洋梨が初期の糖尿病のコントロールに効果?

(2015年4月) "Food Research International" 誌に掲載されたマサチューセッツ大学などの研究によると、2型糖尿病および2型糖尿病に起因する高血圧のコントロールに洋梨が有効かもしれません。 (出典: Research Shows Pears Could Be Part of a Healthy Diet to Manage Diabetes

研究の方法

この研究では生体外実験により、バートレットという黄色の梨とスタークリムゾンという赤色の梨の果皮・果肉・果汁が2型糖尿病および高血圧の予防と症状抑制にもたらす効果を調べました。

結果

調査の結果この2種類の梨が初期の糖尿病および糖尿病性高血圧のコントロールに有益である可能性が示唆されました。 梨に含まれるフェノール化合物が有効成分である可能性がありますが、このようなフェノール化合物は果肉よりも皮の部分に豊富に含まれています。

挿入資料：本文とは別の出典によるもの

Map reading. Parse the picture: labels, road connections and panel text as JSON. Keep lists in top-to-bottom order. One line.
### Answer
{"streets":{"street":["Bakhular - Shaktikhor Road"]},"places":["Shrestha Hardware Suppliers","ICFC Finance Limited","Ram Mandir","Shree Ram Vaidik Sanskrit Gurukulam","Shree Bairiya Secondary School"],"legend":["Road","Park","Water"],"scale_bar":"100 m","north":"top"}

今回の研究で調査対象となった2種類では、スタークリムゾンの果皮に最も大量のフェノール類が含まれていました。 ただし果肉では、スタークリムゾンよりもバートレットにフェノール類が多く含有されていました。

研究者は次のように述べています:
「初期ステージの糖尿病をコントロールするのに、洋梨(皮ごと)を食生活に取り入れるのが有益かもしれません。 ただし今回の研究は生体外実験なので、今後の研究で今回の結果を確認する必要があります」
血圧抑制の効果
この研究ではさらに、バートレットから抽出した液体(watery extract。 果汁?)に低~中程度のACE阻害活性(*)があることも示されました。 果皮と果肉は、このような活性を示しませんでした。
(*) 「ACE」とは「アンジオテンシン変換酵素」の略称。 ACEにはアンジオテンシンIがアンジオテンシンIIへと変換されるのを阻害する作用があります。 アンジオテンシンIIには血管の収縮などにより血圧を上げる作用があるので、ACE阻害活性があるということは血圧の上昇を抑制する作用があるということになります。 ACE阻害薬という高血圧の薬もあります。
注意点
この研究には USA Pears という米国の梨業界団体が資金の一部を提供しています。